Denis Sergent pointe à juste titre dans son article la volonté des chercheurs pour que le débat continue. Attac dit " chiche ! ". Et je rajoute qu'il existe le rapport dit " des quatre sages " de février 2002, qui a déjà entamé ce débat, que ce rapport peut être le point de départ d'un débat national initié par la Commission nationale des débats publics.
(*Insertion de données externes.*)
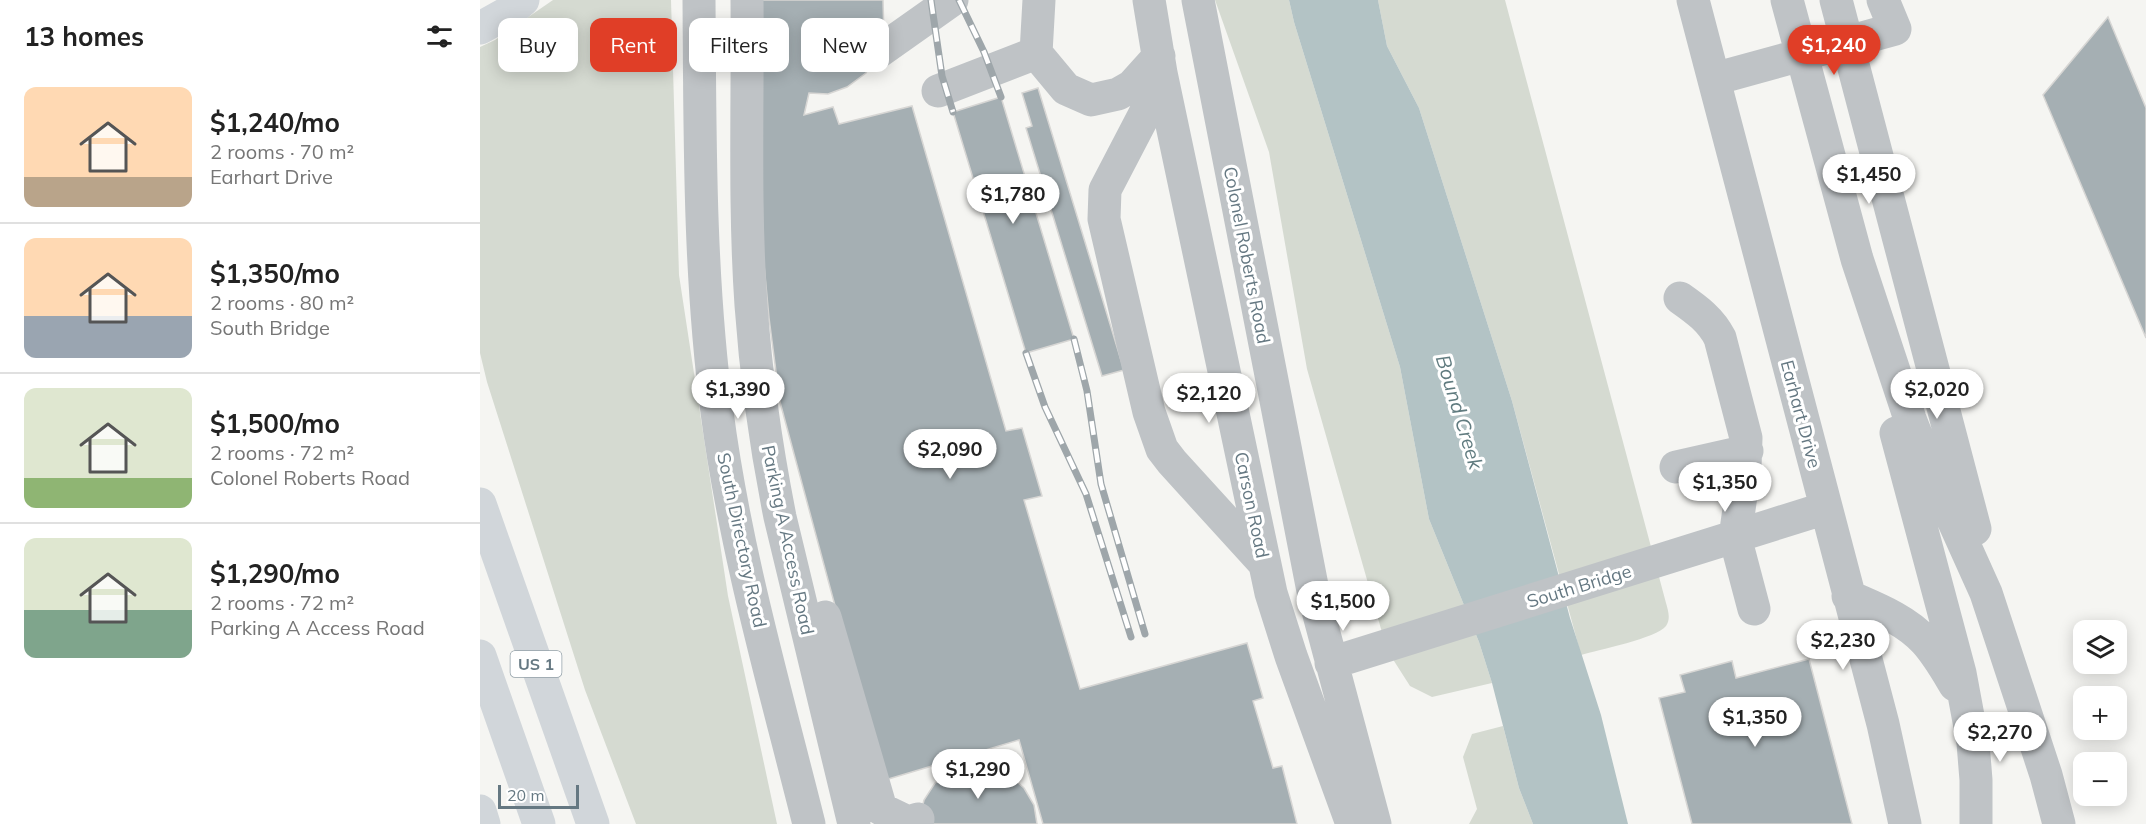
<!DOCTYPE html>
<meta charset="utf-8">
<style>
:root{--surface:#fff;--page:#f2f2f2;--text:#222;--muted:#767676;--line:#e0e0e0;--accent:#e03e27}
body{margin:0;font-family:Mulish,sans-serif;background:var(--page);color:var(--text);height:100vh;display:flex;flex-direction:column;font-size:22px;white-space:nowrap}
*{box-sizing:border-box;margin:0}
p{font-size:20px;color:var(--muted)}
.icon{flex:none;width:33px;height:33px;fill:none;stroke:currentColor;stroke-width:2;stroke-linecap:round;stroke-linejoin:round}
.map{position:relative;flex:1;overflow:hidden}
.side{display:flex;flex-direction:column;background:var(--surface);width:480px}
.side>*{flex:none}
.hud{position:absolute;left:18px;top:18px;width:570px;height:54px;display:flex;gap:12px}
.buttons{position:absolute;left:1593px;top:620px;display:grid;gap:12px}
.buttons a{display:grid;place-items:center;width:54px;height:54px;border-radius:12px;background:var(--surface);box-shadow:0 3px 15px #0003;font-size:30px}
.scale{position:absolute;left:18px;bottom:15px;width:81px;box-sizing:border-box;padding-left:6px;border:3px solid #657882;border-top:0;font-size:16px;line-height:21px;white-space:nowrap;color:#657882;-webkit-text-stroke:4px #fff;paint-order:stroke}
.price{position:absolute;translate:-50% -51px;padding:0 14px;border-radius:21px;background:#fff;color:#222;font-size:20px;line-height:39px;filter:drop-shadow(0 2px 3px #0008)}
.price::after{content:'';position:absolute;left:50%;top:36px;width:18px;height:14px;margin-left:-9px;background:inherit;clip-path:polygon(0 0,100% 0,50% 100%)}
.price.active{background:var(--accent);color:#fff}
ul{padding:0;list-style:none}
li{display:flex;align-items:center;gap:18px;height:150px;padding:0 24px}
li+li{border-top:2px solid var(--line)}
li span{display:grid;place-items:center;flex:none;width:168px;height:120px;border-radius:12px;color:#555}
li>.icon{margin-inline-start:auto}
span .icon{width:72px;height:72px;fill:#fffc;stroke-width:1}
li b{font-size:26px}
h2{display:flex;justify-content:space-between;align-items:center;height:72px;padding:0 24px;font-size:26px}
.pill{padding:0 21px;border-radius:12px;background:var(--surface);box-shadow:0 3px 15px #0003;font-size:21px;line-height:54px}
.pill.active{background:var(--accent);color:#fff}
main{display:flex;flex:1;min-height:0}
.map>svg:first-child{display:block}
.green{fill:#d5dad1}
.water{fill:#b3c3c5}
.building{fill:#a5afb3;stroke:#d7d6d4;stroke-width:1.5}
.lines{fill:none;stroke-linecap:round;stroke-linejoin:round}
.minor{stroke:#bfc3c6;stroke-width:33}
.major{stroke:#d1d6da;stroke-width:33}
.highway{stroke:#d1d6da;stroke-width:33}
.rail-casing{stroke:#9ea6aa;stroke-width:7}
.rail{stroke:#fff;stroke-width:4.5;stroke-dasharray:14;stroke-linecap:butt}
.labels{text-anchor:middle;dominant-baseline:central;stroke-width:6;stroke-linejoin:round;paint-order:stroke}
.shield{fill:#fff;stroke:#93a0a8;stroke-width:1.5}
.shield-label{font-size:16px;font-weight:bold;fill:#657882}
.street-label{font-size:18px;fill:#657882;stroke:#fff}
.water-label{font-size:20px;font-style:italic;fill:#607b7f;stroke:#fff}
</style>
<main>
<section class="side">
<h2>13 homes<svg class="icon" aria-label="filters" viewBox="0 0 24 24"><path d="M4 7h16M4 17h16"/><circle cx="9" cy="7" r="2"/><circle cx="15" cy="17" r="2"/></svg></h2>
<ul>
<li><span style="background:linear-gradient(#ffd9b3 75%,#b9a48a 0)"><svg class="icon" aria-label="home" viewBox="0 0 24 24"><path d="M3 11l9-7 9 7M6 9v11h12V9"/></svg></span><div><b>$1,240/mo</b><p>2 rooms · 70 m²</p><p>Earhart Drive</p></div></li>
<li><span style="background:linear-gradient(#ffd9b3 65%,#9aa5b1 0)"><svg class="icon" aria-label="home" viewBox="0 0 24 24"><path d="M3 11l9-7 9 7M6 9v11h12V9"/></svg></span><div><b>$1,350/mo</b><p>2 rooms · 80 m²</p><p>South Bridge</p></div></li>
<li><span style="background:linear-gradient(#dfe7d0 75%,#8fb573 0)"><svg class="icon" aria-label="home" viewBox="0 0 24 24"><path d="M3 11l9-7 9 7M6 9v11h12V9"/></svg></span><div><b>$1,500/mo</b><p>2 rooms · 72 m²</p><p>Colonel Roberts Road</p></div></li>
<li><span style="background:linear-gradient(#dfe7d0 60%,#7fa58c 0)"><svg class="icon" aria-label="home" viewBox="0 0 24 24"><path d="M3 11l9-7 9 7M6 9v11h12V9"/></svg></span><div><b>$1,290/mo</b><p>2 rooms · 72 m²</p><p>Parking A Access Road</p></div></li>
</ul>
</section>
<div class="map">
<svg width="1666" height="824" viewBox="0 0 1666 824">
<rect width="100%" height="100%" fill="#f5f5f2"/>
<path class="green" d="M73,0H191L199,275L248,596L297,824H156L105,690L7,382L0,353V47L15,40Z
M735,0H809L814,22L920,367L949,519L999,642L1012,683L952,697L930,686L907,650L827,369L789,152Z
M898,0H1025L1186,603C1188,610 1191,619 1186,626C1177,638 1118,650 1101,655L1032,401L939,108L907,46Z
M1023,726L1039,788L1053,824H989L997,809L983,757L992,734Z"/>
<path class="water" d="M809,0H898L907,46L939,108L1032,401L1090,618L1121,715L1148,824H1053L1039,788L1012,683L999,642L949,519L920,367L814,22Z"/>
<path class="building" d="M277,0H403L404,37L386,73L367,87L348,94L329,93L324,115L353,107L359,124L432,106L526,431L542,428L562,496L544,500L600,689L767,643L783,698L773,701L793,768L802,766L817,824H563L539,740L405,780L371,665L300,402L289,318L282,243Z
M1628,17L1666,108V338L1563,95Z
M558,88L644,370L622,376L546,128L552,126L542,93Z
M521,97L594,339L546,353L473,112Z
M1329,659L1372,824H1212L1179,698L1205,692L1200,675L1252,661L1256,678Z
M491,766L511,767L529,775L544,788L554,805L557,824H438L444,800L455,783L472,772Z"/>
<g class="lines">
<path class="minor" d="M219,0C220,139 219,274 237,412C255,551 295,688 329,824
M267,0C268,101 264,204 271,305C276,376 286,447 300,517L374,824
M559,0L556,53L586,89L611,100L638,94L652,86L679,56
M669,0L681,73L791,593L811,656L872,824
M718,0L834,596L895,824
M1213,0L1403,724L1425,824
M1307,0L1377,259L1430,419L1447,462L1506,593L1566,775L1579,824
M1356,0L1495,529
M397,53L472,0
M681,73L675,94L625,190L624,219L669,412L682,449L692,462L783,562
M1234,79L1415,29L1403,0
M458,91L556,53
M1200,298C1217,310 1231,320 1240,338L1266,438L1265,468L1255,537L1274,609
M1416,433L1480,673L1493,743L1496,780V824
M1196,467L1267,451
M1368,596C1395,608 1425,619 1445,641C1457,654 1466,670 1475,685
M345,617L401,809L428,822L438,819
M851,663L1346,508"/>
<path class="major" d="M0,28L29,12L43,0"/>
<path class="highway" d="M0,504L113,824
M0,656L59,824
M0,811L4,824"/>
<g class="rail-casing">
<path id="rail" d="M451,0L462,76L473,112
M479,0L504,52L521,97
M594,339L607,391L621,484L665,634
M546,353L565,407L606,494L651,637"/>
</g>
<use href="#rail" class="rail"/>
</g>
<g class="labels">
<rect class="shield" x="30.5" y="651" width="51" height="26" rx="4.5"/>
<g class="shield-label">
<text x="56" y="664">US 1</text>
</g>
<g class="street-label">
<text transform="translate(767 255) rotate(79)">Colonel Roberts Road</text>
<text transform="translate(1321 414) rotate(75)">Earhart Drive</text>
<text transform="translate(772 505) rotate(78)">Carson Road</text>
<text transform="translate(262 540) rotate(78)">South Directory Road</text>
<text transform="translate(308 540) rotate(78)">Parking A Access Road</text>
<text transform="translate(1099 586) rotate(-17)">South Bridge</text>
</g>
<g class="water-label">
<text transform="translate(980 412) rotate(73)">Bound Creek</text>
</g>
</g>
</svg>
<div class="buttons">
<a><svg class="icon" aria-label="layers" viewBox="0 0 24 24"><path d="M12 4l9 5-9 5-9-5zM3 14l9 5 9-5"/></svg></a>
<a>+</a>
<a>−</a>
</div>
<div class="scale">20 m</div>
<b class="price active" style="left:1354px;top:76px">$1,240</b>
<b class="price" style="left:1389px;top:205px">$1,450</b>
<b class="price" style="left:533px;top:225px">$1,780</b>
<b class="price" style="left:258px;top:420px">$1,390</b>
<b class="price" style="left:1457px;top:420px">$2,020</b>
<b class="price" style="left:729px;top:424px">$2,120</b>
<b class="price" style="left:470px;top:480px">$2,090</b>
<b class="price" style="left:1245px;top:513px">$1,350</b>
<b class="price" style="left:863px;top:632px">$1,500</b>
<b class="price" style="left:1363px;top:671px">$2,230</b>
<b class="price" style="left:1275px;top:748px">$1,350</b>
<b class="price" style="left:1520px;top:763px">$2,270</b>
<b class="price" style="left:498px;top:800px">$1,290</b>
<div class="hud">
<a class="pill">Buy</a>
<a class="pill active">Rent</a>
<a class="pill">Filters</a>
<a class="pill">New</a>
</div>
</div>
</main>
Bien sûr ce débat ne peut pas être biaisé, et doit accepter aussi la réalité sociologique à savoir que 71 % des Français et des Européens sont opposés aux OGM.
Nous ne sommes pas dupes du besoin qu'ont les entreprises agro-semencières du type Biogemma ou Monsanto, de l'existence des OGM. Les OGM, par l'entremise des brevets, permettent à ces entreprises d'obtenir une propriété intellectuelle chèrement vendue aux paysans, qui ainsi perdent la maîtrise agricole : un tour de passe-passe qui transfère les compétences paysannes en propriété industrielle, ainsi se réalise la main mise sur le vivant.
Enfin, pour ce qui est de notre compétitivité économique dans le domaine agricole, je ne saurais que renvoyer à l'excellent dossier d'Alternatives Economiques (n°217 de septembre 2003) sur l'OMC et l'agriculture, ainsi que sur le dossier rédigé par l'Ecologiste (n°10 de juin 2003) où il est détaillé l'existence au niveau mondial d'une production alimentaire suffisante, l'absence d'une volonté politique pour régler le problème de la faim dans le monde, et la nécessité d'une répartition plus juste des terres, des moyens de production et des récoltes. En abrégé, il est question des inégalités économiques et sociales : les problèmes sont l'accès au foncier ou aux revenus permettant d'acheter de la nourriture, ou les moyens de production pour subvenir à ses propres besoins.

* Membre du Conseil d'administration d'Attac et animateur de la commission OGM.